Ils ont été applaudis par certains, et un peu « sifflés » par d’autres. Je sais que certains catholiques ont fait savoir à Eric Aumônier qu’ils n’étaient pas d’accord, qu’un évêque n’avait pas à faire de « politique » et qu’il n’avait pas grand chose à faire dans un camp de Roms sous les caméras de télévision.
Un sondage pour La Croix de l’institut CSA réalisé en août, juste après les évènements, indiquait que 55 % des catholiques soutenaient les expulsions des Roms.

Preuve d’un vrai malaise, d’un débat davantage passionné qu’argumenté, révélateur d’une peur de l’étranger qui ne cesse de se développer en Europe. Violences racistes en Italie, score croissant de partis nationalistes plus ou moins ouvertement xénophobes dans plusieurs pays…
Lorsque le cardinal Tarcisio Bertone, « ministre des affaires étrangères » du Pape affirme avec force que « tout migrant est une personne humaine qui possède des droits fondamentaux inaliénables » tous les chrétiens sont « pieusement » d’accord.

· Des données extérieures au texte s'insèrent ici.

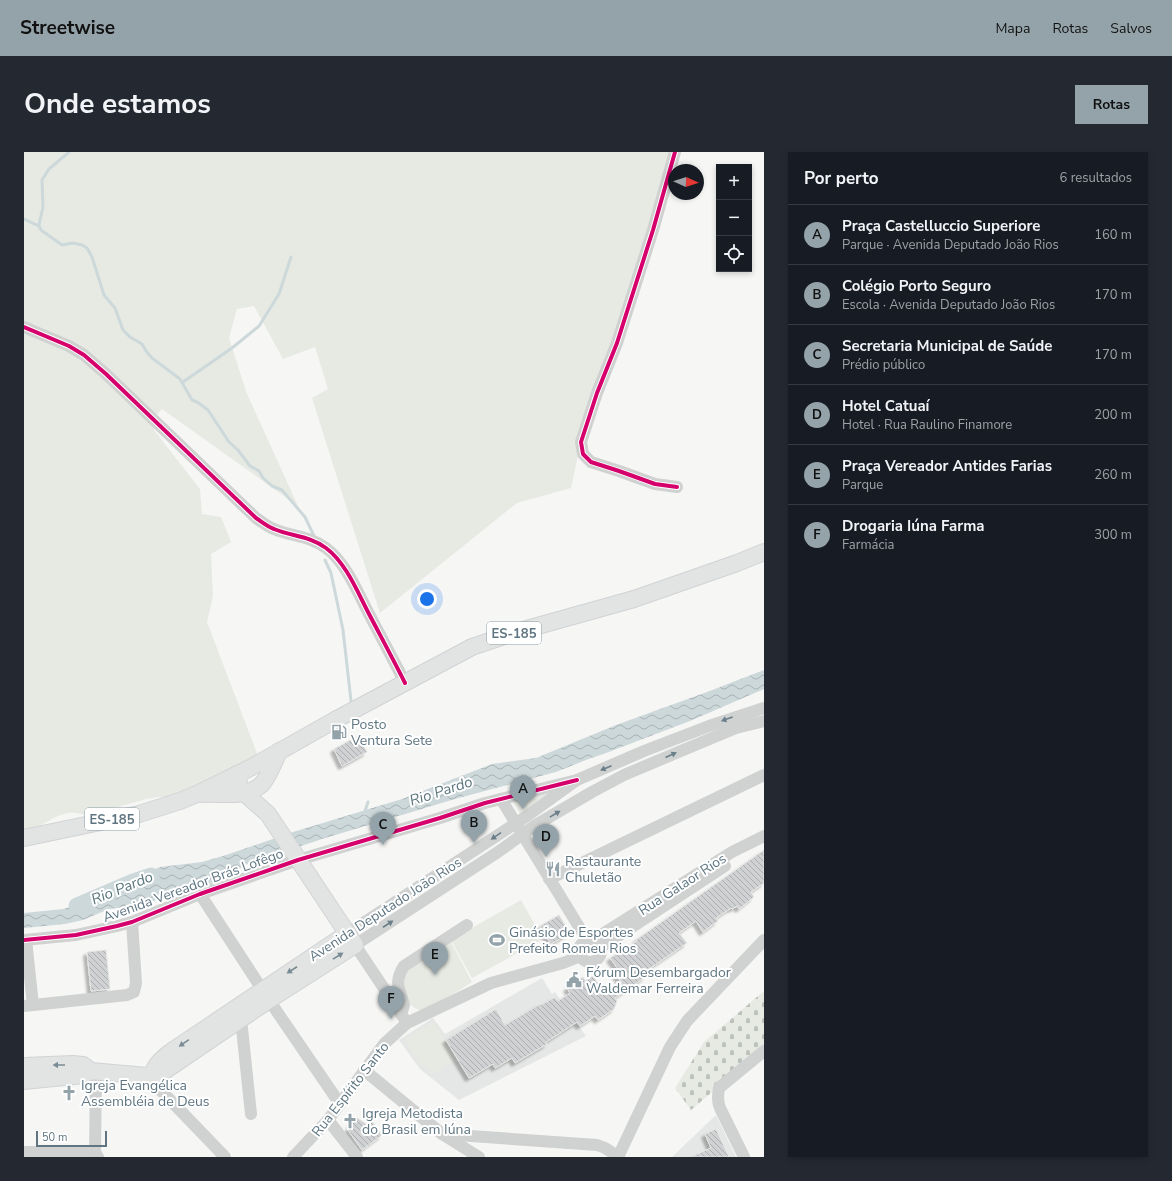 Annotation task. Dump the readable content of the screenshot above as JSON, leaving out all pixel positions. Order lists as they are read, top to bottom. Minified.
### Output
{"streets":{"main road":["ES-185","Avenida Deputado João Rios"],"street":["Rua Galaor Rios","Avenida Vereador Brás Lofêgo","Rua Espírito Santo"]},"crossings":[["Rua Galaor Rios","Rua Espírito Santo"],["Avenida Vereador Brás Lofêgo","Avenida Deputado João Rios"]],"water":["Rio Pardo"],"places":{"fuel station":["Posto Ventura Sete"],"restaurant":["Rastaurante Chuletão"],"sports":["Ginásio de Esportes Prefeito Romeu Rios"],"public building":["Fórum Desembargador Waldemar Ferreira"],"church":["Igreja Evangélica Assembléia de Deus","Igreja Metodista do Brasil em Iúna"]},"scale_bar":"50 m","north":"right","page":{"header":"Streetwise","nav":["Mapa","Rotas","Salvos"],"title":"Onde estamos","buttons":"Rotas","heading":["Por perto","6 resultados"],"map_buttons":["+","−"],"list":[{"mark":"A","name":"Praça Castelluccio Superiore","note":"Parque · Avenida Deputado João Rios","value":"160 m"},{"mark":"B","name":"Colégio Porto Seguro","note":"Escola · Avenida Deputado João Rios","value":"170 m"},{"mark":"C","name":"Secretaria Municipal de Saúde","note":"Prédio público","value":"170 m"},{"mark":"D","name":"Hotel Catuaí","note":"Hotel · Rua Raulino Finamore","value":"200 m"},{"mark":"E","name":"Praça Vereador Antides Farias","note":"Parque","value":"260 m"},{"mark":"F","name":"Drogaria Iúna Farma","note":"Farmácia","value":"300 m"}],"pins":["A","B","C","D","E","F"],"scale":"50 m"}} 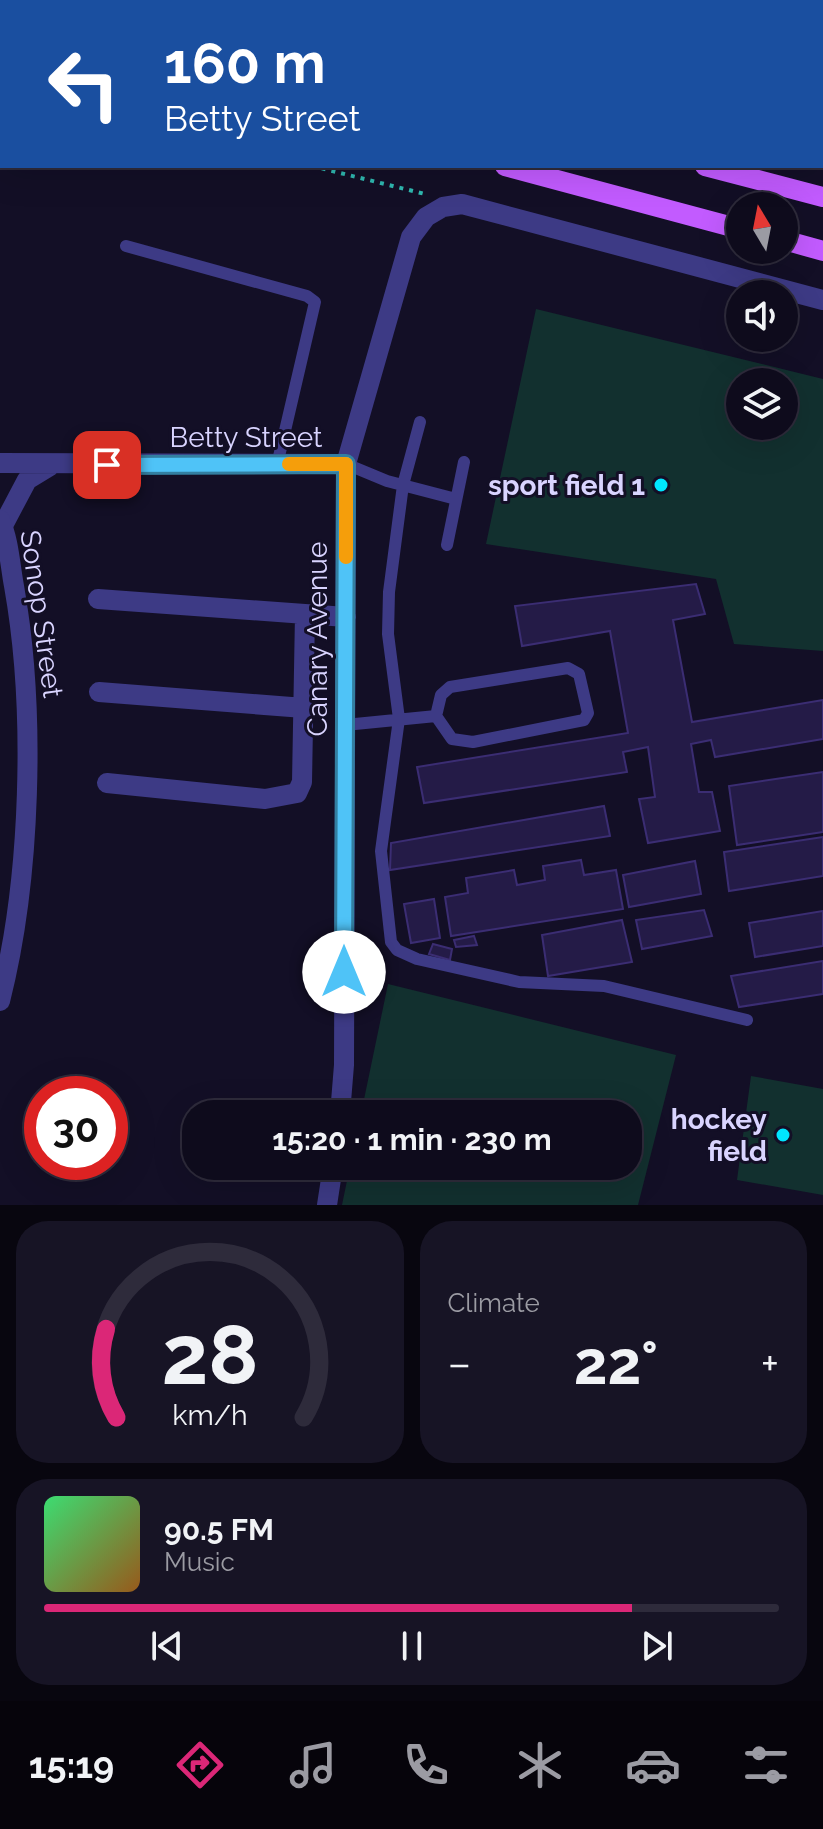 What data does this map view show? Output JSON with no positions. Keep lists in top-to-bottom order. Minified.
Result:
{"streets":{"street":["Betty Street","Sonop Street","Canary Avenue"]},"crossings":[["Betty Street","Canary Avenue"]],"places":["sport field 1","hockey field"],"north":"top","page":{"turn":["160 m","Betty Street"],"limit":"30","trip":"15:20 · 1 min · 230 m","tile":"Climate","heat":["−","22°","+"],"song":["90.5 FM","Music"],"tabs":"15:19","gauge":["28","km/h"]}} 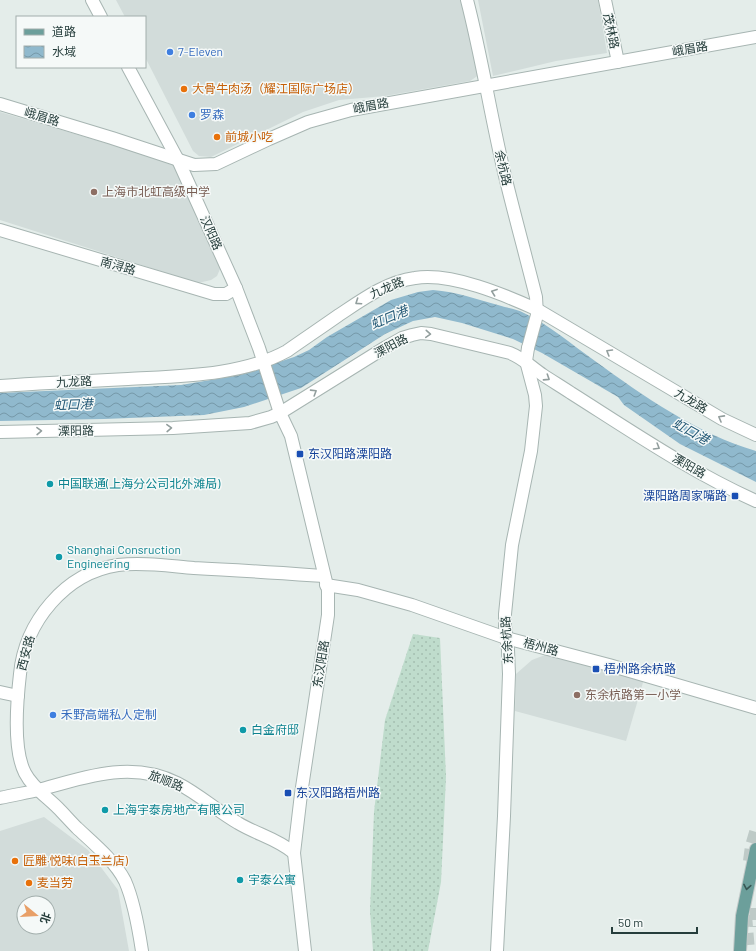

Pourtant, lorsque les langues se délient, on entend dire de plus en plus souvent : « les beaux principes éthiques, c’est bien, mais il ne faut pas non plus être naïf ».


Entonnant le refrain « on ne peut pas accueillir toute la misère du monde » - ce qui n’est pas faux ! - , des catholiques expriment de plus en plus ouvertement, comme le reste des français, leur anxiété face à d’autres cultures, traditions, religions, modes de vie...
On l’a vu dans le débat piégé autour de l’identité nationale…

« La peur fait parfois perdre tout sens critique, écrivait le cardinal Ricard, en septembre dernier. L’homme qui a peur ne parle plus, il aboie. J’ai été choqué, continuait l’archevêque de Bordeaux, de la violence avec laquelle ces problèmes humains ont souvent été abordés. Or le Christ Ressuscité vient nous libérer de la peur. Il nous donne la force de risquer la rencontre avec l’autre. En rappelant cela, l’Eglise ne fait pas de politique, elle témoigne simplement de la puissance et de l’exigence de l’Evangile ».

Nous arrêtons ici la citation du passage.